3.1 Bias

Imagine repeatedly sampling and computing the estimate \(\hat{\theta}\) of the parameter \(\theta\) for each sample. In this thought experiment, \(\hat{\theta}\) is a random variable. We say that \(\hat{\theta}\) is biased if \(E(\hat{\theta}) \neq \theta\). We say that \(\hat{\theta}\) is unbiased if \(E(\hat{\theta}) = \theta\). We say that the bias of \(\hat{\theta}\) is \(E(\hat{\theta}) - \theta\).

For example, we can compute the bias of our ML estimator of \(\pi\) in the toothpaste cap problem.

\[ \begin{aligned} E\left[ \frac{k}{N}\right] &= \frac{1}{N} E(k) = \frac{1}{N} E \overbrace{ \left( \sum_{n = 1}^N x_n \right) }^{\text{recall } k = \sum_{n = 1}^N x_n } = \frac{1}{N} \sum_{n = 1}^N E(x_n) = \frac{1}{N} \sum_{n = 1}^N \pi = \frac{1}{N}N\pi \\ &= \pi \end{aligned} \]

Thus, \(\hat{\pi}^{ML}\) is an unbiased estimator of \(\pi\) in the toothpaste cap problem.

We need to be cautious about evaluating the frequentist properties of Bayesian estimates. Bayesian’s approach inference by describing prior beliefs and then updating those beliefs. This is a logical process. So long at the math is correct, we don’t really need to evaluate whether the posterior is “good” or “bad” or “better” or “worse”–it’s just the posterior.

However, setting philosophical orientations aside, nothing prevents us from evaluating the frequentist properties of a posterior mean.

\[ \begin{aligned} E\left[ \frac{\alpha^* + k}{\alpha^* + \beta^* + N}\right] &= \frac{1}{\alpha^* + \beta^* + N} E(k + \alpha^*) = \frac{1}{\alpha^* + \beta^* + N} \left[ E(k) + \alpha^* \right] \\ & = \frac{1}{\alpha^* + \beta^* + N} \left[ \sum_{n = 1}^N E(x_n) + \alpha^* \right] \\ & = \frac{1}{\alpha^* + \beta^* + N} \left[ \sum_{n = 1}^N \pi + \alpha^* \right] \\ & = \frac{N\pi + \alpha^*}{\alpha^* + \beta^* + N} \end{aligned} \] As \(N \xrightarrow{} \infty\), the expected value approaches \(\pi\), but the posterior mean is biased in finite samples. Remember that both prior parameters must be positive.

We get a nice, intuitive result, though. Remember that if \(\alpha = \beta\), then the beta distribution is symmetric about one-half. As the parameters grow larger, it becomes less variable around zero. You can see that for \(\alpha = \beta > 1\), the posterior mean becomes more biased toward \(\frac{1}{2}\) as \(\alpha\) and \(\beta\) grow larger.
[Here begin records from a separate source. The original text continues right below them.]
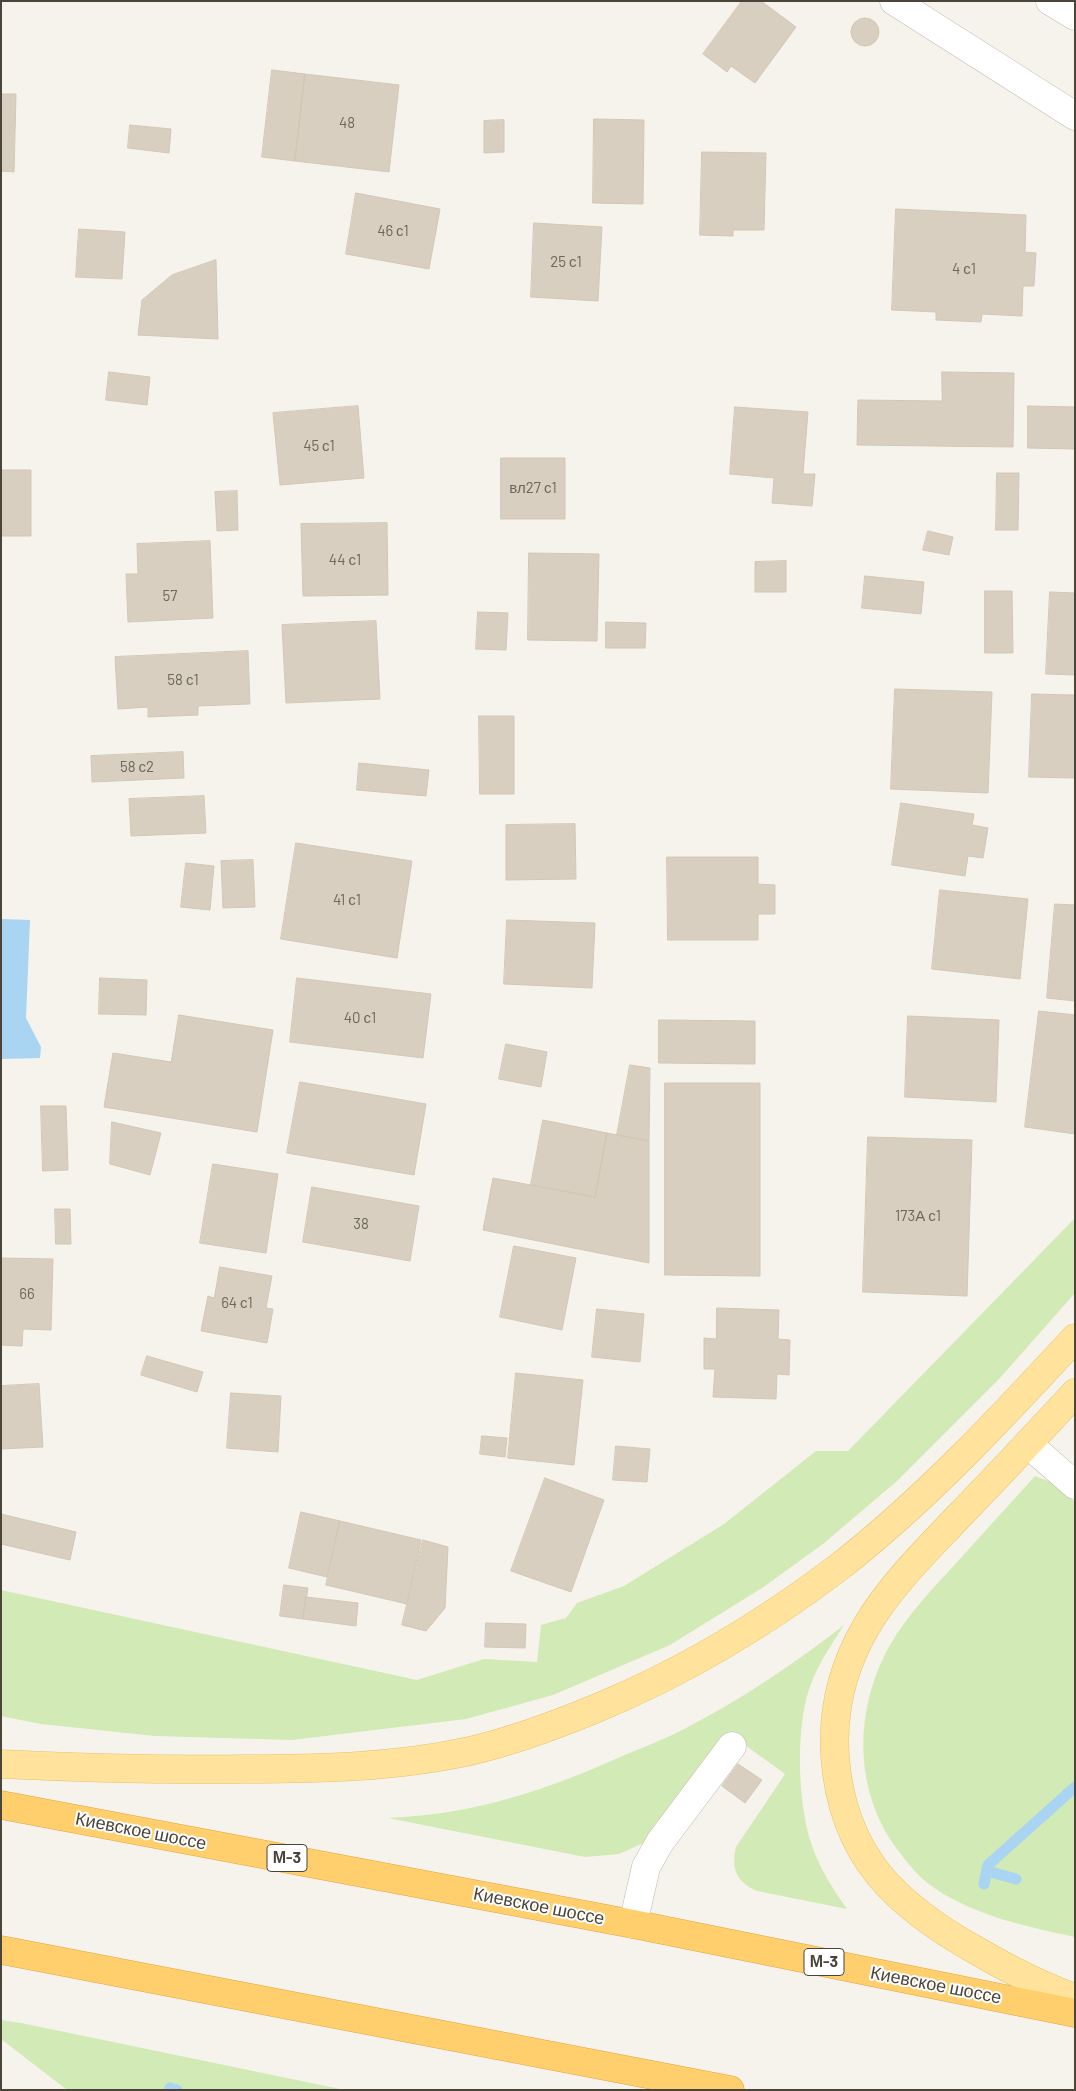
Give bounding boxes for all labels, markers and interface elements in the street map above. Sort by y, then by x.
house number: 48 [339,114,355,132]
house number: 46 с1 [377,222,409,240]
house number: 25 с1 [550,253,582,271]
house number: 4 с1 [952,260,976,278]
house number: 45 с1 [303,437,335,455]
house number: вл27 с1 [509,479,557,497]
house number: 44 с1 [329,551,361,569]
house number: 57 [163,587,177,605]
house number: 58 с1 [167,671,199,689]
house number: 58 с2 [120,758,154,776]
house number: 41 с1 [333,891,361,909]
house number: 40 с1 [344,1009,376,1027]
house number: 173А с1 [895,1207,941,1225]
house number: 38 [353,1215,369,1233]
house number: 66 [19,1285,35,1303]
house number: 64 с1 [221,1294,253,1312]
street label: Киевское шоссе [74,1808,208,1854]
road number: М-3 [267,1845,307,1872]
street label: Киевское шоссе [472,1883,606,1929]
road number: М-3 [804,1948,844,1975]
street label: Киевское шоссе [869,1962,1003,2008]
3.1.1 Example: Sample Average

Similarly, we can show that, for a simple random sample, the sample average is an unbiased estimate of the population average.
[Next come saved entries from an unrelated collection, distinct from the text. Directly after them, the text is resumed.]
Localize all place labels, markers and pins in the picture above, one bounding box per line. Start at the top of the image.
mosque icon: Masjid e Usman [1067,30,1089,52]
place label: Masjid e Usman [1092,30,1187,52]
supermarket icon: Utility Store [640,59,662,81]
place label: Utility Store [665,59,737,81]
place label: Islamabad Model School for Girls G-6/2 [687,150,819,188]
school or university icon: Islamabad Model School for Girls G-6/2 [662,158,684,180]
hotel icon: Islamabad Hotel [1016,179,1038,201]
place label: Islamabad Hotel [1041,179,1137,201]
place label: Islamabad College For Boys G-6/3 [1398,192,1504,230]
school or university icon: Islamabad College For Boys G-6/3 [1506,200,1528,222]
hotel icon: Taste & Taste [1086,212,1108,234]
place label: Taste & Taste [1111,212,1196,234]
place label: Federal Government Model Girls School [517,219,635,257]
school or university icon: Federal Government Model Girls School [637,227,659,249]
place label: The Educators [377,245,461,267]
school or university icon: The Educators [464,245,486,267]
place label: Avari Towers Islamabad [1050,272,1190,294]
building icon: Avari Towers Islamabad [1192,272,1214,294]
\[ \begin{aligned} E\left[ \frac{\sum_{n = 1}^N x_n}{N}\right] &= \frac{1}{N} E\left[ \sum_{n = 1}^N x_n \right] = \frac{1}{N} \sum_{n = 1}^N E(x_n) \\ &= \frac{1}{N} \sum_{n = 1}^N \text{(pop. avg.)} = \frac{1}{N}N \text{(pop. avg.)} \\ & = \text{pop. avg.} \end{aligned} \]

3.1.2 Example: Poisson Distribution

Using math almost identical to the toothpaste cap problem, we can show that the ML estimator \(\hat{\lambda} = \text{avg}(x)\) is an unbiased estimator of \(\lambda\).
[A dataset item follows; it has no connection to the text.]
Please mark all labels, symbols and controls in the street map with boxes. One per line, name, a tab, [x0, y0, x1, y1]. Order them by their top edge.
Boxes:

We can also illustrate the unbiasedness with a computer simulation.

lambda <- 4.0      # the parameter we're trying to estimate
sample_size <- 10  # the sample size we're using in each "study"

n_repeated_samples <- 10000  # the number of times we repeat the "study"
lambda_hat <- numeric(n_repeated_samples)  # a container 
for (i in 1:n_repeated_samples) {
  x <- rpois(sample_size, lambda = lambda)
  lambda_hat[i] <- mean(x)
}

# long-run average
mean(lambda_hat)

## [1] 4.00389